I docenti criticano l’occupazione illegale della Striscia, perpetrata da Israele, che ha limitato il movimento di persone e beni dentro e fuori Gaza. Nel manifesto, si fa riferimento a tutte le sofferenze a cui sono costantemente sottoposti i palestinesi dall’occupazione di Gerusalemme Est, del Negev e della Cisgiordania, dalla costruzione di muri di difesa che rendono la vita impossibile alla popolazione, alle limitazioni alle libertà di movimento ed educazione. Secondo gli accademici, nel mirino dell’esercito israeliano ci sono anche le università palestinesi. Negli ultimi due mesi, sono state attaccate le Università al-Quds a Gerusalemme, le università arabo-americane di Jenin e Birzeit, vicino Ramallah. Si fa poi riferimento alle discriminazioni subite dagli studenti palestinesi nelle università israeliane. Gli atenei palestinesi sono spesso isolati, mentre gli accademici stranieri non possono neppure raggiungere le istituzioni educative della Striscia.

Come se non bastasse, negli ultimi giorni Israele ha rifiutato agli inviati di Amnesty International e Human Rights Watch (Hrw) di entrare nella Striscia di Gaza per condurre indagini indipendenti sui combattimenti, con mere scuse burocratiche. Le autorità israeliane si sono difese ricordando che il valico di Erez tra Israele e Gaza è chiuso e che i due think tank non sono registrati come organizzazioni che forniscono aiuti umanitari. I ricercatori di Hrw non possono entrare a Gaza attraverso il valico di Erez dal 2006, mentre i dipendenti di Amnesty sono banditi dalla Striscia dal 2012.

Durante l’anno di presidenza islamista in Egitto (2012-13), gli inviati dei think tank sono entrati a Gaza attraverso il valico di Rafah, ora prevalentemente chiuso.

Infine, le autorità israeliane hanno deciso di impedire ai giovani, impegnati nel servizio civile, di poter lavorare presso il centro di ricerca B’Tselem.

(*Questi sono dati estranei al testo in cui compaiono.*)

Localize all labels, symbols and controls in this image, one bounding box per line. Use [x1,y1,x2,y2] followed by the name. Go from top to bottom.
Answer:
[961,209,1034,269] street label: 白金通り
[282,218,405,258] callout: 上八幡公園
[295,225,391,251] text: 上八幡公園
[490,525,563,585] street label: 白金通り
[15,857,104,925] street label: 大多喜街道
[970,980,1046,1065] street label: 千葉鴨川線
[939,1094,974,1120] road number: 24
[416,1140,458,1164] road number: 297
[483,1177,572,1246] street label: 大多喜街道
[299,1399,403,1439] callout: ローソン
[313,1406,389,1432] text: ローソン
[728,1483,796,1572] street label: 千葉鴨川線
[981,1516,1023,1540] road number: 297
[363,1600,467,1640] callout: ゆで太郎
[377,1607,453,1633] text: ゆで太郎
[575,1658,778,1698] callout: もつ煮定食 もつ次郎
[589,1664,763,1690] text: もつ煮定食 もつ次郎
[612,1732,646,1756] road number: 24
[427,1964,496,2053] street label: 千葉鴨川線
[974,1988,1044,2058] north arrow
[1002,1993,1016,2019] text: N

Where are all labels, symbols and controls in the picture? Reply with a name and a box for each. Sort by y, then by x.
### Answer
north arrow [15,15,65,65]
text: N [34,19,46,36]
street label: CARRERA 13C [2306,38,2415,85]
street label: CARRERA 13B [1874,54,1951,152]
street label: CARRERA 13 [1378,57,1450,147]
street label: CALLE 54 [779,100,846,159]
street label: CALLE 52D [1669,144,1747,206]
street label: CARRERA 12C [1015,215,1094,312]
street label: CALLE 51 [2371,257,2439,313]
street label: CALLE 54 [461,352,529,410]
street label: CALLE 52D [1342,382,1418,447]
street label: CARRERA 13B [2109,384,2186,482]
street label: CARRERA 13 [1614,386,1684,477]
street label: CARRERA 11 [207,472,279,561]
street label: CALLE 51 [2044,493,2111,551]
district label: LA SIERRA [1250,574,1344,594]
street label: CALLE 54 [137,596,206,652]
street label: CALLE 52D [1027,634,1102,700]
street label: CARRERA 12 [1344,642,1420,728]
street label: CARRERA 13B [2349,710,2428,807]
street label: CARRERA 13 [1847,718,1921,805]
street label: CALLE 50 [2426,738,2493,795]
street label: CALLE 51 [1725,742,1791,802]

Il centro si è più volte opposto, con report puntuali, agli insediamenti israeliani in Cisgiordania. Ieri, B’Tselem è stato informato di essere iscritto alla lista nera delle organizzazioni in cui è vietato prestare il servizio civile. Sar Sahlom Jerbi, responsabile del servizio civile israeliano, ha giustificato la decisione dicendo che «il centro ha superato ogni misura in tempo di guerra con la sua campagna che incita contro lo stato israeliano e il suo esercito».
Hagai el-Ad, direttore di B’Tselem ha assicurato che si è trattato solo dell’ultimo passo in una campagna di intimidazione e minacce contro l’organizzazione che si è duramente opposta alla guerra contro Gaza. «Si tratta di pressioni senza precedenti negli ultimi 25 anni», ha detto Ad, citando minacce di morte e attacchi violenti contro gli impiegati del centro.